For Suzuki, the project also has a personal appeal.
“When I was a high school student, I was in a punk band – my friends and I always dreamed of pressing a record, but we knew how expensive it was,” he explains. “Personally this device is my teenage dream machine!”
You can also design your own label and sleeves, which is another “platform to express yourself”, Suzuki adds.
“If we lost electricity in the future, we could still playback the sound”
Suzuki says that he has been working on the record and vinyl as a material for a while, and the analogue elements of the medium has a special appeal.
He says: “Vinyl records are the only physical recorded media. If we lost electricity in the future, we could still playback the sound mechanically.
“With music media like CDs, cassette tapes, open reel, mp3, WAV and Flac, it’s possible to make copies by yourself at home, but there’s no easy way to create a bespoke record.”

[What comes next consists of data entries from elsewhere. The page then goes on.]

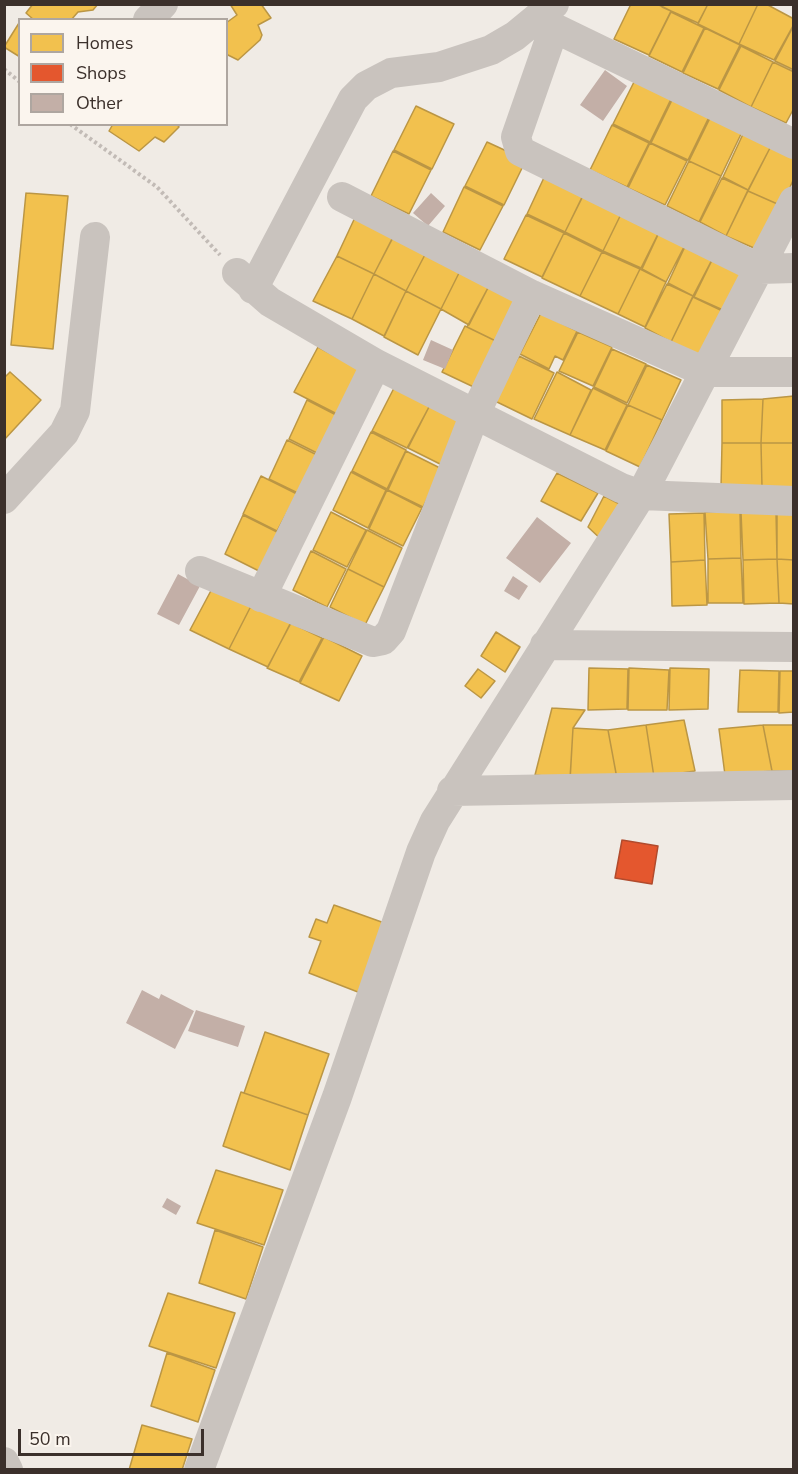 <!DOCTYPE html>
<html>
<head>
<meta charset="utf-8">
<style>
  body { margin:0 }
  #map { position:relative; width:798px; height:1474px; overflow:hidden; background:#f0ebe5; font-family:"Nunito Sans",sans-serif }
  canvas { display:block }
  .frame { position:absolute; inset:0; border:6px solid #3b302b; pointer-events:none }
  .legend { position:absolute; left:18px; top:18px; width:210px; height:108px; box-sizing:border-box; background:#fbf5ee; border:2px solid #aea6a0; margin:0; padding:8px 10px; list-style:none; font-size:18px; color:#3b302b }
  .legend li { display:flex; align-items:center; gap:12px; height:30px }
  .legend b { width:30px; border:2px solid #aea6a0 }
  .scale { position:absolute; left:18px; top:1429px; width:186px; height:27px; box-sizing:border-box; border:3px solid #3b302b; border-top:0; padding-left:8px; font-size:18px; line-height:21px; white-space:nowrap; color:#3b302b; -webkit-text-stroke:4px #fbf5ee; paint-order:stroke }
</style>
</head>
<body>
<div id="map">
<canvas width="798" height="1474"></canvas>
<div class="frame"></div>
<ul class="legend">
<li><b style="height:16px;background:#f2c14e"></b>Homes</li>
<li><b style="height:16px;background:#e4572e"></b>Shops</li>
<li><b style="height:16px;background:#c3afa7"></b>Other</li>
</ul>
<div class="scale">50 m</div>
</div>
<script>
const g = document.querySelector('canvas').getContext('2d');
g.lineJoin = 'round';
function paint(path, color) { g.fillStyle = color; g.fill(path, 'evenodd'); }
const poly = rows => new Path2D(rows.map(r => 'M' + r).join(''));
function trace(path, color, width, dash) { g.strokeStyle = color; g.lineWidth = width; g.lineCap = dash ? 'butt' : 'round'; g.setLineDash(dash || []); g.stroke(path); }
const homes = poly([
  [33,4,98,4,93,10,78,12,71,20,34,20,26,13,33,4],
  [230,4,261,4,271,18,258,25,262,35,260,40,238,60,226,54,226,23,237,15,230,4],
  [631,4,657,4,671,11,649,55,614,39,631,4],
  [664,4,708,4,698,23,662,7,664,4],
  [708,4,758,4,739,44,698,24,708,4],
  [758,4,766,4,794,19,794,24,774,60,739,44,758,4],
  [671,12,704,28,682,72,649,56,671,12],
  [19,23,20,24,20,57,4,47,19,23],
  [794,25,794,70,775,61,794,25],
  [705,28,740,45,718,89,683,73,705,28],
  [741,46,773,62,751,107,719,90,741,46],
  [773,62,794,72,794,108,786,123,751,107,773,62],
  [635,80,672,97,650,142,613,124,635,80],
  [673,98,710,115,688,160,651,143,673,98],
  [416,106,454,124,432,169,394,150,416,106],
  [711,116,742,132,721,176,689,161,711,116],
  [113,124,177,124,179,127,164,142,155,137,139,151,109,131,113,124],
  [612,125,649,143,627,187,590,170,612,125],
  [744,132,771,146,748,190,723,177,744,132],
  [487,142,526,160,504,205,465,186,487,142],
  [650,143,687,161,665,205,628,188,650,143],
  [771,146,794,157,794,178,782,206,748,191,771,146],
  [393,151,431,170,409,214,371,196,393,151],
  [689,161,721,176,699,222,667,206,689,161],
  [548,169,587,187,565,232,527,214,548,169],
  [722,178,748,190,726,236,700,222,722,178],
  [464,187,503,206,480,250,443,232,464,187],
  [587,188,625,206,603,251,565,232,587,188],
  [748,191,782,206,761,251,726,236,748,191],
  [26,193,68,196,53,349,11,345,26,193],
  [625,206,663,224,641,268,603,251,625,206],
  [358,211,397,230,374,274,337,256,358,211],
  [526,215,564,233,542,277,504,259,526,215],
  [663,224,689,237,666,282,642,269,663,224],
  [396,231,429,247,406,291,374,274,396,231],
  [564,233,602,252,580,296,542,278,564,233],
  [689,238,716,252,693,296,668,283,689,238],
  [429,247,462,267,441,309,406,291,429,247],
  [602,252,640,269,618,314,580,296,602,252],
  [716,252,754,270,732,314,694,297,716,252],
  [337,256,374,274,352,319,313,301,337,256],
  [462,267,491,282,469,325,441,309,462,267],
  [640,269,666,282,645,327,618,314,640,269],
  [374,274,406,291,384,336,352,319,374,274],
  [491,282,526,299,504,345,467,327,491,282],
  [667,284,693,296,671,342,645,328,667,284],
  [406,291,441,309,418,355,384,337,406,291],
  [693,297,731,315,709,360,671,342,693,297],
  [541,313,577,331,563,360,555,356,549,369,520,354,541,313],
  [465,326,504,345,480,390,442,372,465,326],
  [578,332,612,347,593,386,559,371,578,332],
  [318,347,363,371,341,416,294,392,318,347],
  [612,349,646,364,627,403,594,387,612,349],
  [519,356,554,373,532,419,495,401,519,356],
  [647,365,681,380,662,420,628,405,647,365],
  [10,372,41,400,4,440,4,378,10,372],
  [557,372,591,390,570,435,534,419,557,372],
  [394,388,430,405,407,448,372,431,394,388],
  [593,388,627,405,605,450,570,435,593,388],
  [794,396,794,443,761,443,763,399,794,396],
  [763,399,761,443,722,443,722,400,763,399],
  [307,400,342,418,323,456,289,439,307,400],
  [430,405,465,422,442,465,408,448,430,405],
  [628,405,662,420,640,467,606,451,628,405],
  [371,432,406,450,387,489,352,471,371,432],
  [287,440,323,458,304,496,269,479,287,440],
  [722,443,761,443,762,487,721,488,722,443],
  [761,443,794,443,794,487,762,487,761,443],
  [406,451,442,469,423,507,388,490,406,451],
  [351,472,386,490,368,528,333,510,351,472],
  [557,473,598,493,581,521,541,501,557,473],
  [261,476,297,494,277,531,243,514,261,476],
  [387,490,422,508,403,546,369,529,387,490],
  [604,496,631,510,605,543,588,527,604,496],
  [740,511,741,558,708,559,705,512,740,511],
  [331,512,366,530,347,567,313,550,331,512],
  [741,512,776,512,777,559,743,560,741,512],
  [704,513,705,560,671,562,669,514,704,513],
  [777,513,794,514,794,560,777,559,777,513],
  [243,515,279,533,259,571,225,554,243,515],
  [367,530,402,548,384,587,348,569,367,530],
  [311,551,346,569,327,607,293,590,311,551],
  [741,558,743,603,708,603,708,559,741,558],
  [777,559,794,560,794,604,779,603,777,559],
  [777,559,779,603,744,604,743,560,777,559],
  [705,560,707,605,672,606,671,562,705,560],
  [348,569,384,587,365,625,330,607,348,569],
  [214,585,252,604,229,649,190,630,214,585],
  [252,604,291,622,268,667,229,649,252,604],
  [291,623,322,638,299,682,267,668,291,623],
  [496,632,520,647,505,672,481,656,496,632],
  [324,637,362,656,339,701,300,683,324,637],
  [589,668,628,669,627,709,588,710,589,668],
  [629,668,669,670,667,710,628,710,629,668],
  [670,668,709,669,708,709,669,710,670,668],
  [478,669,495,681,481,698,465,686,478,669],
  [740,670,779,671,778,712,738,712,740,670],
  [780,671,794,671,794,712,779,713,780,671],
  [552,708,585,710,573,728,570,779,535,775,552,708],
  [684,720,695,771,654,777,646,725,684,720],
  [646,725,654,777,618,784,608,730,646,725],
  [763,725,772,771,725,775,719,729,763,725],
  [763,725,794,725,794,771,772,771,763,725],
  [573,728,608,730,618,784,570,781,573,728],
  [334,905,390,925,363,994,309,973,321,941,309,937,316,919,327,923,334,905],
  [265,1032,329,1054,308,1115,244,1093,265,1032],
  [241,1092,308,1115,290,1170,223,1146,241,1092],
  [216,1170,283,1190,264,1245,197,1223,216,1170],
  [215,1230,263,1247,246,1299,199,1283,215,1230],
  [168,1293,235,1313,216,1368,149,1346,168,1293],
  [167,1353,215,1370,198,1422,151,1406,167,1353],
  [142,1425,192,1439,182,1470,129,1470,142,1425]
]);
paint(homes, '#f2c14e');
trace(homes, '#bb9644', 1.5);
const shops = poly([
  [622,840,658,846,652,884,615,878,622,840]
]);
paint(shops, '#e4572e');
trace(shops, '#b14b2d', 1.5);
paint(poly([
  [605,70,627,86,603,121,580,105],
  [431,193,445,206,428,226,413,213],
  [431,340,453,350,445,369,423,360],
  [537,517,571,543,540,583,506,558],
  [178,574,200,586,179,625,157,614],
  [513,576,528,586,519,600,504,591],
  [142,990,159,999,161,994,194,1011,175,1049,126,1023],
  [196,1010,245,1026,238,1047,188,1031],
  [167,1198,181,1206,176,1215,162,1207]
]), '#c3afa7');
trace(poly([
  [4,69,20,82],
  [70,124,157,187,220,255]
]), '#c2bbb6', 4, [3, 3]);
trace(poly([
  [148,20,163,4],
  [538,20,794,144],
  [554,28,516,137,520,151,760,269,794,268],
  [342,197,532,295,705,372,794,372],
  [237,273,270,302,376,364,621,488,641,495,794,501],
  [253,289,353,99,366,86,391,73,439,67,491,50,515,36,554,4],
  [4,499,64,433,75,411,95,237],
  [200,571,373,642,383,640,391,631,474,416,532,295],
  [261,597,376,364],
  [545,645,794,647],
  [452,791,794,785],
  [4,1462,8,1470],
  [199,1470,337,1097,421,852,435,821,641,495,794,201]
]), '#c9c3be', 30);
</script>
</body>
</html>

The Easy Record Maker can be bought in Japan now, and will be made available in the UK and US later this year.
“Vinyl has definitely come back”
The product launch is a coming-together of trends in music-consumption. “Although people mainly listen and distribute music through streaming, we can see that the demand for record pressing has rocketed in the past decade and the fascination with records and vinyl has definitely come back,” Suzuki says.
Last year, he talked to Design Week about sound design’s big moment, in conjunction with a career retrospective at the Design Museum.